You can't do it for std::unique_ptr
without a lock. Even std::atomic<int>
doesn't provide a way to swap two values atomically. You can update one atomically and get its previous value back, but a swap is conceptually three steps, in terms of the std::atomic
API they are:
auto tmp = a.load();
tmp = b.exchange(tmp);
a.store(tmp);
This is an atomic read followed by an atomic read-modify-write followed by an atomic write. Each step can be done atomically, but you can't do all three atomically without a lock.
For a non-copyable value such as std::unique_ptr<T>
you can't even use the load
and store
operations above, but must do:
auto tmp = a.exchange(nullptr);
tmp = b.exchange(tmp);
a.exchange(tmp);
This is three read-modify-write operations. (You can't really use std::atomic<std::unique_ptr<T>>
to do that, because it requires a trivially-copyable argument type, and std::unique_ptr<T>
isn't any kind of copyable.)
To do it with fewer operations would need a different API that isn't supported by std::atomic
because it can't be implemented because as Stas's answer says, it isn't possible with most processors. The C++ standard is not in the habit of standardising functionality that is impossible on all contemporary architectures. (Not intentionally anyway!)
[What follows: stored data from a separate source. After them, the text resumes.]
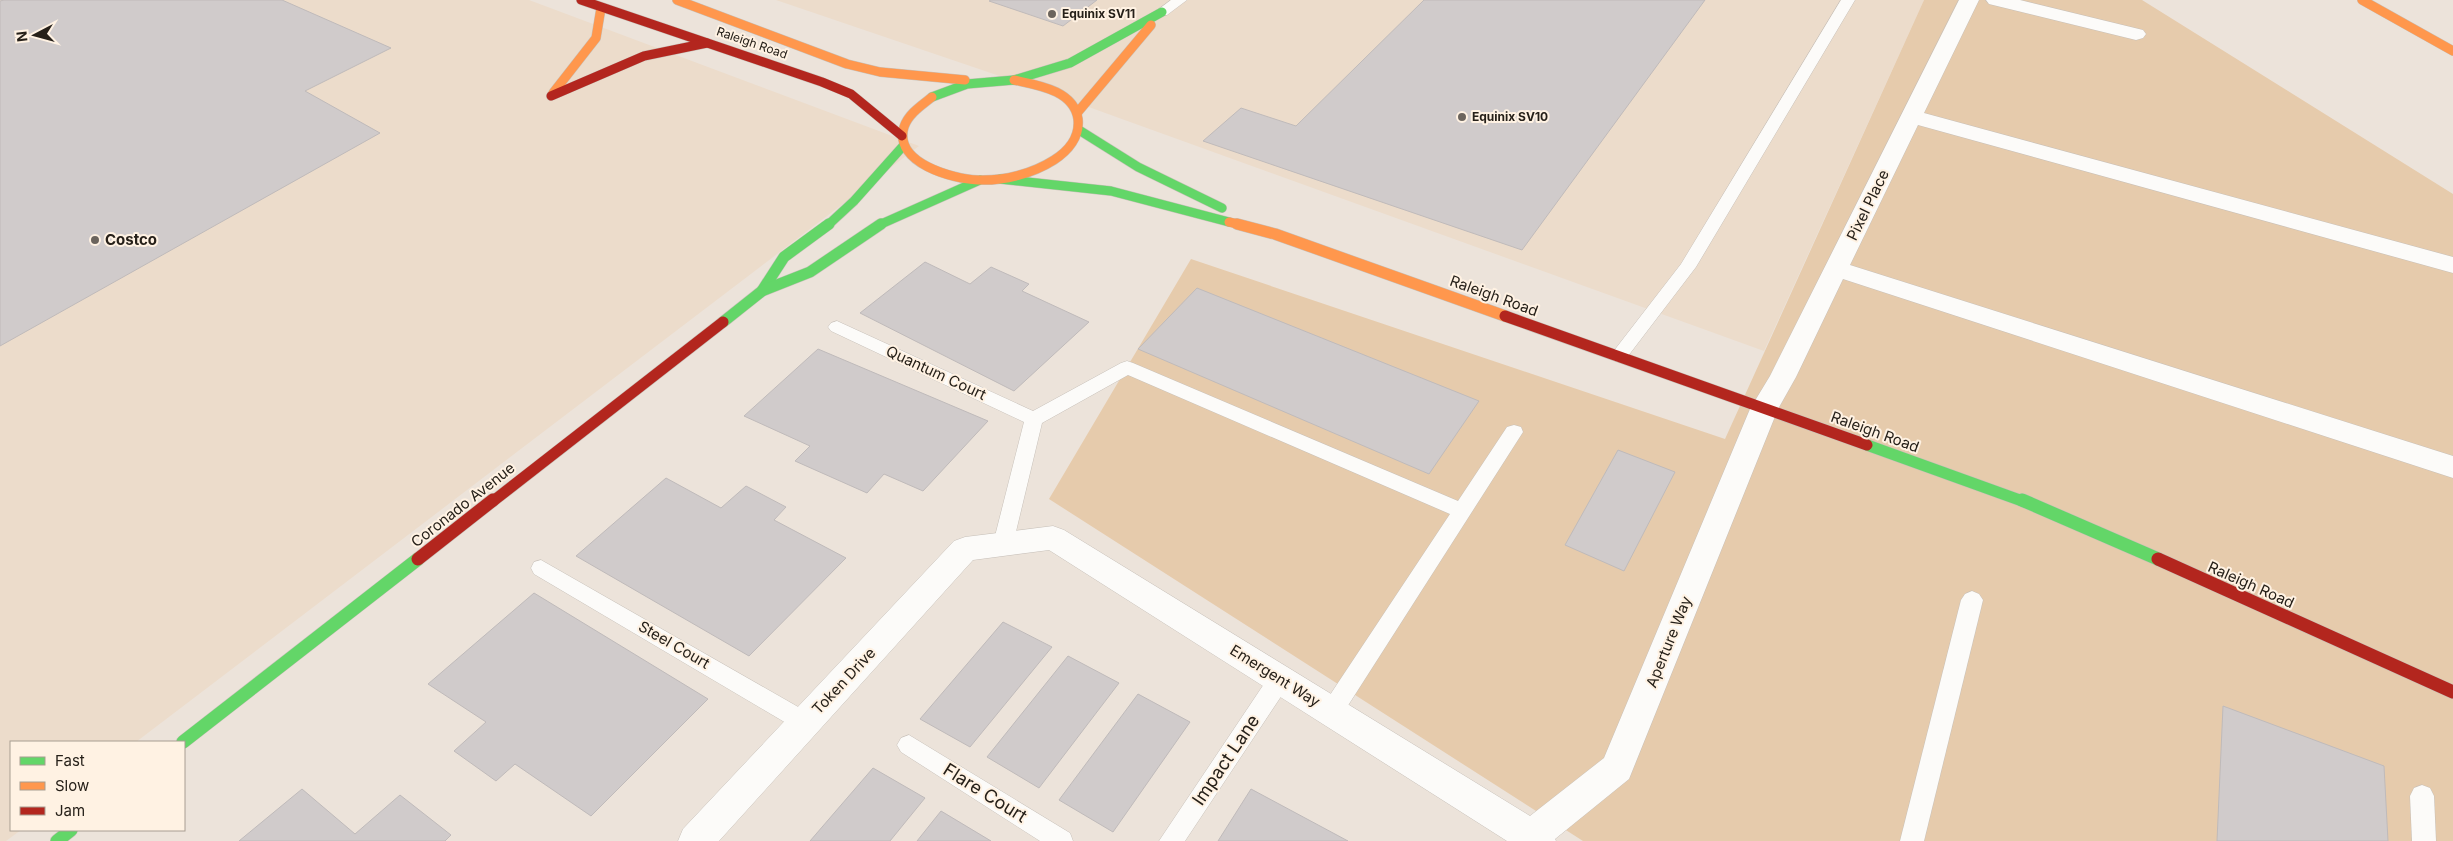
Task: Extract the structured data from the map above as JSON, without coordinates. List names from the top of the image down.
{
  "streets": {
    "main road": ["Raleigh Road", "Coronado Avenue"],
    "street": [
      "Pixel Place",
      "Aperture Way",
      "Emergent Way",
      "Token Drive"
    ],
    "lane": [
      "Quantum Court",
      "Steel Court",
      "Impact Lane",
      "Flare Court"
    ]
  },
  "crossings": [
    ["Raleigh Road", "Pixel Place"],
    ["Raleigh Road", "Coronado Avenue"],
    ["Raleigh Road", "Aperture Way"],
    ["Pixel Place", "Aperture Way"],
    ["Aperture Way", "Emergent Way"],
    ["Steel Court", "Token Drive"],
    ["Emergent Way", "Token Drive"],
    ["Emergent Way", "Impact Lane"]
  ],
  "places": ["Equinix SV11", "Equinix SV10", "Costco"],
  "legend": ["Fast", "Slow", "Jam"],
  "north": "left"
}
Edit: Your updated question asks about a very different problem, in the second example you don't need an atomic swap that affects two objects. Only global
is shared between threads, so you don't care if updates to local
are atomic, you just need to atomically update global
and retrieve the old value. The canonical C++11 way to do that is with std:atomic<T*>
and you don't even need a second variable:
atomic<T*> global;
void f() {
delete global.exchange(new T(...));
}
This is a single read-modify-write operation.